The announcement, made in a statement from the refinery, positions the pricing as a deliberate effort to provide affordable fuel and introduce stability into Nigeria’s often volatile downstream petroleum sector.

With over two thousand MRS stations across the country, the company anticipates the reduced rate will offer immediate relief to consumers, particularly during the high-demand festive season.

The refinery commended early adopters of the new pricing structure, appealing to other marketers to follow suit in what it termed a patriotic gesture for national economic recovery.

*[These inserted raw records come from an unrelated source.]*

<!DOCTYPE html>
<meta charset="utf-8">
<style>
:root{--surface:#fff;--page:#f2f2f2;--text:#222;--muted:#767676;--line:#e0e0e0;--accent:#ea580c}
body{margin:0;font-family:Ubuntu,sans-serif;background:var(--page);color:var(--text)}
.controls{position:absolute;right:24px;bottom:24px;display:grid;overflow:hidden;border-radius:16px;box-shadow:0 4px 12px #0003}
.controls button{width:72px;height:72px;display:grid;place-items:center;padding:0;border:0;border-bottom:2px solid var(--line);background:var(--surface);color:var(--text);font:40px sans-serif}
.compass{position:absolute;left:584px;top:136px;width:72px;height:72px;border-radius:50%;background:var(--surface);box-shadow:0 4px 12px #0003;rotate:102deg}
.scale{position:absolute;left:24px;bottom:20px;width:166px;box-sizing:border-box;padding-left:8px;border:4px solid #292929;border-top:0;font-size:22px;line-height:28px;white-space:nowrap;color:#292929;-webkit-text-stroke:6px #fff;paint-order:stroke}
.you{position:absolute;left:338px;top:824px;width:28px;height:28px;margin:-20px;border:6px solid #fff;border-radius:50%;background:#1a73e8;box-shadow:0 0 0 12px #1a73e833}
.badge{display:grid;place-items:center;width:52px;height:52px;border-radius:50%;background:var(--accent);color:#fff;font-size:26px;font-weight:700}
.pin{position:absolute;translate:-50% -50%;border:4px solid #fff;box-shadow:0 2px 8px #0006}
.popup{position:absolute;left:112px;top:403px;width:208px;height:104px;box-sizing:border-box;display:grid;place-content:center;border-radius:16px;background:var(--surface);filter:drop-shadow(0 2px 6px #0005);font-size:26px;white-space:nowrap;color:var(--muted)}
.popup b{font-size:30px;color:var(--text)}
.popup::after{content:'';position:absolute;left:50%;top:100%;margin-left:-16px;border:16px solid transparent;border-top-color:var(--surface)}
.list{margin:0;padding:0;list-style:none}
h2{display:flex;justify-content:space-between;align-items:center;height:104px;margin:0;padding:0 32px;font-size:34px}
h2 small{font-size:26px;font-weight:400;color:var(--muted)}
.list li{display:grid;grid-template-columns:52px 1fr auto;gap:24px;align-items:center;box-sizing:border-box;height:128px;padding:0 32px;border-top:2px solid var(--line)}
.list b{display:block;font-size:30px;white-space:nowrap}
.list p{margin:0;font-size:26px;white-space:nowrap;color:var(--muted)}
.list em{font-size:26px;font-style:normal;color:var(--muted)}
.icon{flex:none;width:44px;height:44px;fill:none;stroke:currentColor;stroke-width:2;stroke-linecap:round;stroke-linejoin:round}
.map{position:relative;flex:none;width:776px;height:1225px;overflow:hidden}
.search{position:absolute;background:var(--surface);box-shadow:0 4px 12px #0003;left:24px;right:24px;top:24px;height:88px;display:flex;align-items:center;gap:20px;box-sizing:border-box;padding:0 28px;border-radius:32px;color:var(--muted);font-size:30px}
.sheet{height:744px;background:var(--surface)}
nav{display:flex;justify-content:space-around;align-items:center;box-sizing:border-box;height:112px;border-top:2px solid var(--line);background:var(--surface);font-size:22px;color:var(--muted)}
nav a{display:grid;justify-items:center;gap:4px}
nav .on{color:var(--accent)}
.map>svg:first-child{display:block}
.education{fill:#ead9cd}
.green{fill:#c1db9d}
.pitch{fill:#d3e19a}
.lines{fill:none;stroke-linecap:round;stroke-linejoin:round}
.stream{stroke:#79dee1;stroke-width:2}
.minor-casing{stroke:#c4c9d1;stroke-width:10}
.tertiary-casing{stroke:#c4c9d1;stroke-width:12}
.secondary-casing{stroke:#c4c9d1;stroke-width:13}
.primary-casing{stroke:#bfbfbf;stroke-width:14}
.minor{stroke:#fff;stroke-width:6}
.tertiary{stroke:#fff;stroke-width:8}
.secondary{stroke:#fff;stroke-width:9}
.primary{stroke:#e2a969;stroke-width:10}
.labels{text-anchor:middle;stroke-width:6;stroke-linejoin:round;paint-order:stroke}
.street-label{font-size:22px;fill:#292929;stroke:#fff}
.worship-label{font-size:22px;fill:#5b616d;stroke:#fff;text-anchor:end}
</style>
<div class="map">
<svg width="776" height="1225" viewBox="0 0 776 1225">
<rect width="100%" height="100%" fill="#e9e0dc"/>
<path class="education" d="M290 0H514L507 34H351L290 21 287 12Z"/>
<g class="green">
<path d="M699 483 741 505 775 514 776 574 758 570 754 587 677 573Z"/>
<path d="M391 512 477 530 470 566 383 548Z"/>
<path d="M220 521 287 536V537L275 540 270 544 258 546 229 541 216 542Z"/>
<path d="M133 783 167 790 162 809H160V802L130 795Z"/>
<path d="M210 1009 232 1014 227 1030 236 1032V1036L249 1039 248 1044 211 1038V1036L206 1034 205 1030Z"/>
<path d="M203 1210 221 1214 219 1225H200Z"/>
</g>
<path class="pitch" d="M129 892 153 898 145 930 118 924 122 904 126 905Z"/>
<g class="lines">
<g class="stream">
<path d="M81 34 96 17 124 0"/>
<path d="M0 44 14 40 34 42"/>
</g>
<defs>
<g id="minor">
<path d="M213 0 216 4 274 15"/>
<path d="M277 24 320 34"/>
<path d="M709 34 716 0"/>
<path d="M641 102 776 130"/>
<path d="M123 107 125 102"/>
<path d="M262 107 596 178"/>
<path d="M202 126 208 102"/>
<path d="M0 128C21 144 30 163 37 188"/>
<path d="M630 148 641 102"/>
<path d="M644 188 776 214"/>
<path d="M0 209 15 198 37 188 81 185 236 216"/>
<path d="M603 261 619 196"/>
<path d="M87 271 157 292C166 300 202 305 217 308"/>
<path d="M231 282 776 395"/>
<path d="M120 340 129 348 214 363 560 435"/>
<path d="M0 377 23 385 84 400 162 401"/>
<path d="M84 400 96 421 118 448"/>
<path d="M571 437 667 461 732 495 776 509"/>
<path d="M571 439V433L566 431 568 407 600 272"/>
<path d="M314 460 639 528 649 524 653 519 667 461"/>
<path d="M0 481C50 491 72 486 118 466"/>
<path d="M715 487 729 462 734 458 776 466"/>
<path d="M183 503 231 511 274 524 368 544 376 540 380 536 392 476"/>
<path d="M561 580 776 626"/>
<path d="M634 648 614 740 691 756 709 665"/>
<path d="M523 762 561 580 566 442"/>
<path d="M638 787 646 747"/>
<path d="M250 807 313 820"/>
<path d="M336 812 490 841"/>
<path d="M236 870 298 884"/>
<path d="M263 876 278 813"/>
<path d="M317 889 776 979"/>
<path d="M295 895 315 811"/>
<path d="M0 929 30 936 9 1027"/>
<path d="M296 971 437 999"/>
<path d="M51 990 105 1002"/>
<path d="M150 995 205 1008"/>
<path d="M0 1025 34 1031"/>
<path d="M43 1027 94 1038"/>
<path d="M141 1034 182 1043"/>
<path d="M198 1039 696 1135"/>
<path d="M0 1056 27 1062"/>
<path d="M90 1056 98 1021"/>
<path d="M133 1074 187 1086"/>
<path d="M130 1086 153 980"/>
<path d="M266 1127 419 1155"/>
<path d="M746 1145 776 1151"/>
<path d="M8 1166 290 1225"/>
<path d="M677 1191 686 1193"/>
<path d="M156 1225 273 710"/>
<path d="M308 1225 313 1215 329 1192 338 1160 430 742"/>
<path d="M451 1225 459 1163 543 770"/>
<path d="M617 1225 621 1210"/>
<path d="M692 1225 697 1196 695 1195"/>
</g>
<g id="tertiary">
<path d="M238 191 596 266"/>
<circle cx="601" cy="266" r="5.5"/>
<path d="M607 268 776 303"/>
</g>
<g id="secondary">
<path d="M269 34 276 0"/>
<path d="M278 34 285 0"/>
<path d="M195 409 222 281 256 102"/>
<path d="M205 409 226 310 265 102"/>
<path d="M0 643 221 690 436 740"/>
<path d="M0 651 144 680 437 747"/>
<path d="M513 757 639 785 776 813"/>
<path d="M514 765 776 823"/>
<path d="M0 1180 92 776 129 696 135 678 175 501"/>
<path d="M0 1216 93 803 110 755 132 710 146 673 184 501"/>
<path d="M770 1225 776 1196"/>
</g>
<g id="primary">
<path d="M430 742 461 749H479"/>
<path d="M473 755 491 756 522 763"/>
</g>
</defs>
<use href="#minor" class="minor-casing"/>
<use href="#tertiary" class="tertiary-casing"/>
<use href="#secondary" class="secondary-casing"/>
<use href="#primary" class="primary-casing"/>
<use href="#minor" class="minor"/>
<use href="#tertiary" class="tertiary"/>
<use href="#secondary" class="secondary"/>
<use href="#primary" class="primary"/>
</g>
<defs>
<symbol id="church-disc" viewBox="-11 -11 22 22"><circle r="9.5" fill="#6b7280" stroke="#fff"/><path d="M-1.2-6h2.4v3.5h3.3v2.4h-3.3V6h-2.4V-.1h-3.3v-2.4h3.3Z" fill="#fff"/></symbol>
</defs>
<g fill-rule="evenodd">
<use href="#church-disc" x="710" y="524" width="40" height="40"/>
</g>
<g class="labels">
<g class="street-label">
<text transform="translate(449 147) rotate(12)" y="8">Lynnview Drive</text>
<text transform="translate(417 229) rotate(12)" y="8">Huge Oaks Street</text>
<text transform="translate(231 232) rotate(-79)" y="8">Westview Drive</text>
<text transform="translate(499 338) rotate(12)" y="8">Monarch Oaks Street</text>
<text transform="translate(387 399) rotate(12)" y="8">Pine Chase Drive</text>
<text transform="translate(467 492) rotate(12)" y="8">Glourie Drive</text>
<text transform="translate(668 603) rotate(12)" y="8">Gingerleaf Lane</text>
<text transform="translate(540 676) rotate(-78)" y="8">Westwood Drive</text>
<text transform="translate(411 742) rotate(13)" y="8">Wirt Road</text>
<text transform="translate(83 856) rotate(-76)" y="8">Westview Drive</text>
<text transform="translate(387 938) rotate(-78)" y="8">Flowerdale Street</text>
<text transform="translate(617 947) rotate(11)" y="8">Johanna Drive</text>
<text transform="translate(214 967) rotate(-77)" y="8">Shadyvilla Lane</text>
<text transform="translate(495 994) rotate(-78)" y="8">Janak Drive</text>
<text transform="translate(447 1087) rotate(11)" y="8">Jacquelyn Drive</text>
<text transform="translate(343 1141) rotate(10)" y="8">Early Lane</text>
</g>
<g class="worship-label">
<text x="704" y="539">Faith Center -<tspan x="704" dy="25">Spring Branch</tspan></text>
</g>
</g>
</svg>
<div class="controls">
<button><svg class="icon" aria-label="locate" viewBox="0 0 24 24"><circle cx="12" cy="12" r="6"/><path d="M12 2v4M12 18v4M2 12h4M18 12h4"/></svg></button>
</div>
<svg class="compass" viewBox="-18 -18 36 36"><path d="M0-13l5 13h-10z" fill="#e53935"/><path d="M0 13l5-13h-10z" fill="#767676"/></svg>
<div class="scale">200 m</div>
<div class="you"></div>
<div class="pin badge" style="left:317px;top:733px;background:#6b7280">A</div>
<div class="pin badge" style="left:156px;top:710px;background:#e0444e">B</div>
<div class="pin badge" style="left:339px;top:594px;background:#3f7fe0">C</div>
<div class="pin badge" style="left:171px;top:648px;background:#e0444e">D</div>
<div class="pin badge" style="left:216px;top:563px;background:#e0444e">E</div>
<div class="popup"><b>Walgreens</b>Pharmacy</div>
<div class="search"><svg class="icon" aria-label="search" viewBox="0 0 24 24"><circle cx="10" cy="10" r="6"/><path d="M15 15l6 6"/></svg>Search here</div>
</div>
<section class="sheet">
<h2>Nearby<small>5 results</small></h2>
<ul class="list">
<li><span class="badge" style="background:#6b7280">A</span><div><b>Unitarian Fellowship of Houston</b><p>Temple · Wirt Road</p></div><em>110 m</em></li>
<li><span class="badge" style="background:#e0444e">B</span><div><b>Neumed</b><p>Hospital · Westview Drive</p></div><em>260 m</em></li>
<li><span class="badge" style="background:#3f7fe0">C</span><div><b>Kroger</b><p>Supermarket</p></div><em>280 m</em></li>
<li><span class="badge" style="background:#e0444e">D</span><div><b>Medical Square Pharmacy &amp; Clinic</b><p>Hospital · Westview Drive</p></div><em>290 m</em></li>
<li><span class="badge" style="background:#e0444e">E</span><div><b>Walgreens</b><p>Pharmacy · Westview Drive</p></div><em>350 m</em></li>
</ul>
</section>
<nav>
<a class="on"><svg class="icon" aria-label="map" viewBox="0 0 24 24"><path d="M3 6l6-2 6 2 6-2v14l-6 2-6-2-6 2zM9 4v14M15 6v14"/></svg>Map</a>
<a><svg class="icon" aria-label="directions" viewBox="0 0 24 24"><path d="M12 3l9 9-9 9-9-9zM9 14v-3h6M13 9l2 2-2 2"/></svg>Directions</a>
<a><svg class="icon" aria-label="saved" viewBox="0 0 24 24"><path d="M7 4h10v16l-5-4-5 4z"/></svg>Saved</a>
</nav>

Strategic Shift Aims to Curtail Import Dependency and Market Manipulation

The refinery’s intervention is underpinned by a guaranteed daily supply of up to fifty million litres, a volume intended to disrupt the cyclical scarcity that typically plagues the period. Industry analysts view the strategy as a multi-pronged assault on longstanding market issues.

By refining crude locally at such a scale, Nigeria’s exposure to fluctuating international crude prices and foreign exchange demands is expected to lessen, potentially contributing to a stronger naira and improved energy security.

However, the company has simultaneously issued a stern warning against potential market manipulation. It explicitly urged regulatory authorities to vigilantly guard against any attempts by “unscrupulous operators” to create artificial scarcity in response to the price reduction, describing such tactics as unpatriotic.

Consumers were also enlisted as watchdogs, with the refinery providing a dedicated hotline for reporting any MRS station found selling above the seven hundred and thirty-nine naira benchmark.

Further detailing its strategy, the refinery revealed recent operational adjustments designed to broaden participation. These include slashing the minimum purchase volume for marketers from two million litres to two hundred and fifty thousand litres and implementing a ten-day bank guarantee system.

The President of the Dangote Group, Aliko Dangote, framed the entire project as a legacy-driven endeavour rather than a purely profit-motivated venture, stating he could have invested the twenty billion dollars elsewhere if financial gain were the sole objective.

In a significant show of support, the Independent Petroleum Marketers Association of Nigeria (IPMAN) has directed its members, who control an estimated eighty per cent of the retail market, to source petrol from the Dangote facility, pledging there would be no gaps in supply to the public.